EXCLUSIVE: NHS strengthens cybersecurity resilience following legacy of WannaCry

The NHS is continuing to strengthen its cybersecurity posture, as organisations across the health system respond to an increasingly complex and persistent threat landscape.

“Cyber is often seen as part of an IT budget, but it’s really a people, process, and technology challenge,” Rosie Underwood, HealthCare Client Group Director at Daintta, told Building Better Healthcare.

We need to treat it as its own discipline.

Daintta is a cybersecurity consultancy that partners with NHS organisations nationally and regionally to strengthen their data and cyber capabilities and close compliance gaps.

It’s been nearly a decade since the 2017 WannaCry cyberattack, the most significant cyber incident to impact the NHS.

The WannaCry cyberattack was a global ransomware attack that severely disrupted the NHS by locking staff out of systems, forcing a return to paper processes, cancelling appointments, and impacting services such as ambulance handovers, diagnostics, and patient records access. 

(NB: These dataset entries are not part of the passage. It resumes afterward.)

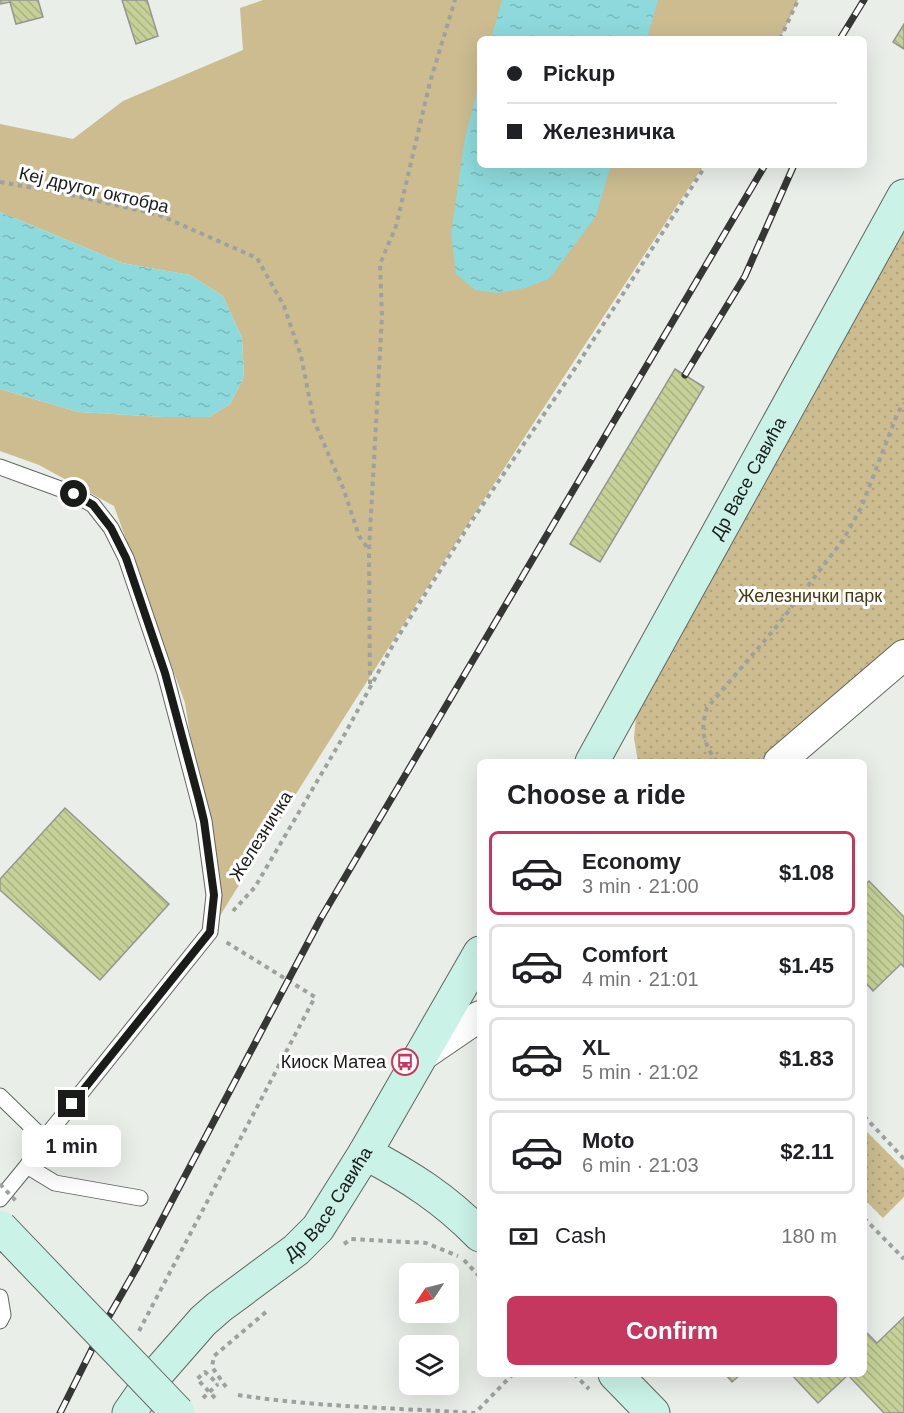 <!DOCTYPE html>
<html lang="en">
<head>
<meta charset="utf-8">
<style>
	:root { --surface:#fff; --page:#f6f6f6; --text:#202124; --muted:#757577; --line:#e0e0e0; --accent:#c63760 }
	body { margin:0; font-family:Arial,sans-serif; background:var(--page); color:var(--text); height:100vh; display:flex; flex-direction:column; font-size:22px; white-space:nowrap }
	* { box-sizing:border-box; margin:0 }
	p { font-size:20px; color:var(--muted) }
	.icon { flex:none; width:33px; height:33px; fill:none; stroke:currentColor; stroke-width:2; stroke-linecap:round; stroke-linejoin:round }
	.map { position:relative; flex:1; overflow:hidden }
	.panel { position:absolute; left:477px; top:759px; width:390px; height:618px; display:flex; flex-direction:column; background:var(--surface); border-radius:9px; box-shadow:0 6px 24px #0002 }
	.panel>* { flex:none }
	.top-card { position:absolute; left:477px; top:36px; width:390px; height:132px; border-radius:9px; box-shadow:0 6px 24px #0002; display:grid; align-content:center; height:132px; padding:0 30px; background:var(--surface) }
	.needle { width:39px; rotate:235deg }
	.buttons { position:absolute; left:399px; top:1263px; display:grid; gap:12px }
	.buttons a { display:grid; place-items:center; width:60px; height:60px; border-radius:9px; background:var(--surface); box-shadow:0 6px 24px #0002; font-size:30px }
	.end { position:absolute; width:27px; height:27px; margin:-14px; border:8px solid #1a1c1a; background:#fff; box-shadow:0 0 0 3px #fff }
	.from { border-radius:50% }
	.bubble { position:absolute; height:42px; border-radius:9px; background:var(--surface); box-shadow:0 6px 24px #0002; font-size:20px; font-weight:600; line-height:42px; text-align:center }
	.top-card b { display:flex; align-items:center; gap:21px; height:57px; font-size:22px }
	.top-card b+b { border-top:2px solid var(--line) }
	.top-card i { width:15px; height:15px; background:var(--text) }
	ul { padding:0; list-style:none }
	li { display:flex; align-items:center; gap:18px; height:84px; margin:0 12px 9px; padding:0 18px; border:3px solid var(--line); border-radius:9px }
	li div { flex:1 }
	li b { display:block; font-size:22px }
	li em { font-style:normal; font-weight:600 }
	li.active { border-color:var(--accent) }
	li>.icon { width:54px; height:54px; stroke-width:1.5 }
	h2 { padding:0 30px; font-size:27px; line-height:72px }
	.pay { display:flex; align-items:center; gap:15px; height:66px; padding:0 30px; font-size:22px }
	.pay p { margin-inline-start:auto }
	.action { display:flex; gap:12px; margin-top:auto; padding:12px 30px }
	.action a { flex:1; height:69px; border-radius:9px; background:var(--accent); color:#fff; font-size:24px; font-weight:600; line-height:69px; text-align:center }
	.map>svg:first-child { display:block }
	.grass { fill:#ccbc90 }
	.park { fill:url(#park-dots) }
	.water { fill:url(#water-ripples) }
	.building { fill:url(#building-back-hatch); stroke:#949590; stroke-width:1.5 }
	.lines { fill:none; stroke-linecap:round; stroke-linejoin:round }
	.lane-casing { stroke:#626662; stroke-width:17 }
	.street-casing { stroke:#626662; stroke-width:32 }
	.secondary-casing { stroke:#626662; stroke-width:35 }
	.path { stroke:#9ea29e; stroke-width:4; stroke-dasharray:4.5 4.5; stroke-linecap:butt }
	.lane { stroke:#fff; stroke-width:15 }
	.street { stroke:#fff; stroke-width:30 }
	.secondary { stroke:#caf2e7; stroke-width:33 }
	.rail-casing { stroke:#353735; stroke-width:7 }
	.rail { stroke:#fff; stroke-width:4.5; stroke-dasharray:14; stroke-linecap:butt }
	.secondary-bridge-casing { stroke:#626662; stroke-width:35; stroke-linecap:butt }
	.path-bridge { stroke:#9ea29e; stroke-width:4; stroke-dasharray:4.5 4.5; stroke-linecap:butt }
	.secondary-bridge { stroke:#caf2e7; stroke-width:33 }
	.route { stroke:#1a1c1a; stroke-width:8 }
	.labels { text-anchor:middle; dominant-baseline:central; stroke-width:6; stroke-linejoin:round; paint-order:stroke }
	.street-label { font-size:18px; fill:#1a1c1a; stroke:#fff }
	.park-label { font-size:18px; fill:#493a0d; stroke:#fff }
	.poi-label { font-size:18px; fill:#1a1c1a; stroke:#fff; text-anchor:end }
</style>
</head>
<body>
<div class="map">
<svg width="904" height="1413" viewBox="0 0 904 1413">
	<defs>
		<pattern id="park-dots" width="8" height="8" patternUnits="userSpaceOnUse" patternTransform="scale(1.5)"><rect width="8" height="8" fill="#ccbc90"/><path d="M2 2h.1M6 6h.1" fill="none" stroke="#afa17c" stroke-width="1.8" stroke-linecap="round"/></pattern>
		<pattern id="water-ripples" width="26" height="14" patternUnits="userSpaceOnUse" patternTransform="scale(1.5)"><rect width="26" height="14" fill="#8dd9db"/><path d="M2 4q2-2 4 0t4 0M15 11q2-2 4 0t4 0" fill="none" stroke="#79babb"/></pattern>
		<pattern id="building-back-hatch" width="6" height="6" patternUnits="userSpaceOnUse" patternTransform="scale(1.5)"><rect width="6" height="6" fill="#c6d198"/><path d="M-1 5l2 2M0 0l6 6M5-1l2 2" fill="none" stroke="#aab382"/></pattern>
	</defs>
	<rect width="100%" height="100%" fill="#e9eee9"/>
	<path class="grass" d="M 263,0 L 798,0 L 780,39 L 480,39 L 480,165 L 704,165 C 535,418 370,673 210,932 L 204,821 L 185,703 L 114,506 L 39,465 L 0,451 L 0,389 L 79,412 L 164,417 L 209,417 L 230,404 L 244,377 L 242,338 L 223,296 L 190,275 L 122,263 L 0,212 L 0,124 L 73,139 L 123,101 L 243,50 L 240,8 Z"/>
	<path class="park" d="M 904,226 L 904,640 L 762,762 L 638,762 L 634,738 L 636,716 Z
		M 864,1129 L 904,1169 L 904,1197 L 883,1218 L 864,1199 Z"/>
	<path class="water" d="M 502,0 L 658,0 L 647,39 L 491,39 Z
		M 480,80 L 480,165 L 611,165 L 596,216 L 549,279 L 525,288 L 498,293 L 475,290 L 456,274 L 451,233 L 465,138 Z
		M 0,212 L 122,263 L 190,275 L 223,296 L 242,338 L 244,377 L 230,404 L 209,417 L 164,417 L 79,412 L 0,389 Z"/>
	<path class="building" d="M 0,0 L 38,0 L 43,17 L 16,24 L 10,2 L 0,4 Z
		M 122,0 L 147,0 L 158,36 L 136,44 Z
		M 904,24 L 904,49 L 893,42 Z
		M 675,369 L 704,387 L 600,562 L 570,544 Z
		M 65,808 L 169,904 L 100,980 L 0,890 L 0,879 Z
		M 869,881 L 904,917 L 904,967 L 901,964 L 873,991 L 864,981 L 864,886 Z
		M 904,1317 L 904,1413 L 884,1413 L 848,1375 L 818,1403 L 791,1374 L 864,1374 L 864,1330 L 877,1343 Z
		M 725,1374 L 741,1374 L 732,1382 Z"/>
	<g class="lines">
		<defs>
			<path id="lane" d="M 0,467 L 74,494 L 93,505 L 111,528 L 126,558 L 165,673 L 204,821 L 214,895 L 210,932 L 44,1139 L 27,1166 L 0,1199
				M 0,1096 L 44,1139
				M 27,1166 L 55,1183 L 140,1198
				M 0,1297 L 3,1315 L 0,1321"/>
			<path id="street" d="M 779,762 L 904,655
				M 417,1059 L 480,1016"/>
			<g id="secondary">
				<path id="s1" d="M 592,762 L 904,196"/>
				<path d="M 365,1153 C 409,1176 445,1199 480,1235"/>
				<path d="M 615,1374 L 653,1413"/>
				<path id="s2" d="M 129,1413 L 154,1377 L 203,1321 L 219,1307 L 296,1250 L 318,1228 L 365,1153 L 480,953"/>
			</g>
		</defs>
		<use href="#lane" class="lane-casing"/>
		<use href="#street" class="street-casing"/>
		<use href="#secondary" class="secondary-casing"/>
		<path class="path" d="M 780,39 L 798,0
			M 0,182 L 67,194 L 159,215 L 257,258 L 284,306 L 301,356 L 314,421 L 344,490 L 359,536 L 369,550
			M 370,684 L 369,550 L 382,316 L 380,264 L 396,226 L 430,82 L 455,0
			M 717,762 C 703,743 700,730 707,708 L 777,626 L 843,540 L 861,508 L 898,412 L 904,403
			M 233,911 L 255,887 L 346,732 L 394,643 L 471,522 L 572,373 L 706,165
			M 864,1116 L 904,1159
			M 864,1218 L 904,1259
			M 344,1244 L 351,1239 L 426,1243 L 458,1256
			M 464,1260 L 480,1277
			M 139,1331 L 315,997 L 226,942
			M 574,1374 L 589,1389
			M 226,1387 L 212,1367 L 214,1356 L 266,1312
			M 238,1395 C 316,1407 396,1408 475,1413 L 513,1374
			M 215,1398 L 197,1379 L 205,1372 L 218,1384"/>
		<use href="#lane" class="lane"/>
		<use href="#street" class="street"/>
		<use href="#secondary" class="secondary"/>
		<defs>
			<path id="rail" d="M 840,39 L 864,0
				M 685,375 L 745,276 L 794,165
				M 60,1413 L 104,1325 L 136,1269 L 321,918 L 765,165"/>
		</defs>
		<use href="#rail" class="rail-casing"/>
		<use href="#rail" class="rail"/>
		<defs>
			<path id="secondary-bridge" d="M 0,1227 L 178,1413"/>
		</defs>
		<use href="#secondary-bridge" class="secondary-bridge-casing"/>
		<path class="path-bridge" d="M 0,1184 L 16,1201
			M 203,1398 L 218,1384"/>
		<use href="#secondary-bridge" class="secondary-bridge"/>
	</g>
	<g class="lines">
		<path class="route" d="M 72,1104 L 210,932 L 214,895 L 204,821 L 199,800 L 165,673 L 126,558 L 111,528 L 93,505 L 74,494"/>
	</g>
	<defs>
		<symbol id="bus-ring" viewBox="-11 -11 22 22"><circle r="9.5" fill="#fff" stroke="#c63760" stroke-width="1.5"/><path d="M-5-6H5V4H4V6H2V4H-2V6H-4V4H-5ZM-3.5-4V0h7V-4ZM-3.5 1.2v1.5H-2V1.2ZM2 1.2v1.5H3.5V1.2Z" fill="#c63760"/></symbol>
	</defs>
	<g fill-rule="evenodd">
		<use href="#bus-ring" x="390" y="1047" width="30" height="30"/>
	</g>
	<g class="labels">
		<g class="street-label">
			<text transform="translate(94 190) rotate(13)">Кеј другог октобра</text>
			<text stroke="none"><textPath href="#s1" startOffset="324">Др Васе Савића</textPath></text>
			<text transform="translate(261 836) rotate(-58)">Железничка</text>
			<text stroke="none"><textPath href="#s2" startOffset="292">Др Васе Савића</textPath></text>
		</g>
		<g class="park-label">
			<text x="810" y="596">Железнички парк</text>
		</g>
		<g class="poi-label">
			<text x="386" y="1062">Киоск Матеа</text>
		</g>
	</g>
</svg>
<div class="buttons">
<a><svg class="needle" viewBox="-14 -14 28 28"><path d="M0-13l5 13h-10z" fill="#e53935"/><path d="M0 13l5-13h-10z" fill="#757577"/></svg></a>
<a><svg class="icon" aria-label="layers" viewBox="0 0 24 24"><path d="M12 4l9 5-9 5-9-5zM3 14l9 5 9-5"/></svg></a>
</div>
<i class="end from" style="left:74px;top:494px"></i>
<i class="end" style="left:72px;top:1104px"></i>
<div class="bubble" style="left:22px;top:1125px;width:99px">1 min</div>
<div class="top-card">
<b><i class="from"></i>Pickup</b>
<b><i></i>Железничка</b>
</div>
<section class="panel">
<h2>Choose a ride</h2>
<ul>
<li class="active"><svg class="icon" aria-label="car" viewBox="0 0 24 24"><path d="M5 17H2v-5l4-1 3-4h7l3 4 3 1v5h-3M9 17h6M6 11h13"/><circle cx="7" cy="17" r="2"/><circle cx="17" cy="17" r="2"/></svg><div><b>Economy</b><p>3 min · 21:00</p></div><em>$1.08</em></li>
<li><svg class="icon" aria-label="car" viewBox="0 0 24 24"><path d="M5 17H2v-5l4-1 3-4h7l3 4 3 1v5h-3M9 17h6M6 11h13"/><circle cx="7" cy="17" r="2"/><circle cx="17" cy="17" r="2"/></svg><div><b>Comfort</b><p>4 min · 21:01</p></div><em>$1.45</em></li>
<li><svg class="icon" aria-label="car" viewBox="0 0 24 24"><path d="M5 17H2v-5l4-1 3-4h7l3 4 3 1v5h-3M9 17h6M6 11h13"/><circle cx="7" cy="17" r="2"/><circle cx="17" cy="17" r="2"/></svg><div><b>XL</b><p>5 min · 21:02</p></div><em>$1.83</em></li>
<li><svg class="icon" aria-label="car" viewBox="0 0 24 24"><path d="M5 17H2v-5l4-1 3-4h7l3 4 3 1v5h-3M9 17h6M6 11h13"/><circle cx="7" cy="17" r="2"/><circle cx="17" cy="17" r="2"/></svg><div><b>Moto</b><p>6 min · 21:03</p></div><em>$2.11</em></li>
</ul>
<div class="pay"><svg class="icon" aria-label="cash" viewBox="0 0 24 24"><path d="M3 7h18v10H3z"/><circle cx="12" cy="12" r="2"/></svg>Cash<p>180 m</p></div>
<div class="action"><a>Confirm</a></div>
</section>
</div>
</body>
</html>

Sector leaders say progress has been substantial since 2017, but challenges remain, particularly around funding, legacy infrastructure, and clearly demonstrating how cyber risks translate into impacts on patient care.

What did WannaCry set in motion?

The 2017 WannaCry ransomware attack marked a turning point for healthcare cybersecurity. 

While not targeted specifically at the NHS, it caused widespread disruption across services, with some organisations forced to shut down systems entirely.

The incident exposed vulnerabilities across digital infrastructure and accelerated investment in cyber capabilities across the NHS.

“Cybersecurity just wasn’t as well known or funded before that point,” said Underwood.

Following WannaCry, there was a clear increase in both funding and resources. 

Since then, NHS organisations have significantly improved their operational capabilities, including better system visibility and coordinated national responses to incidents.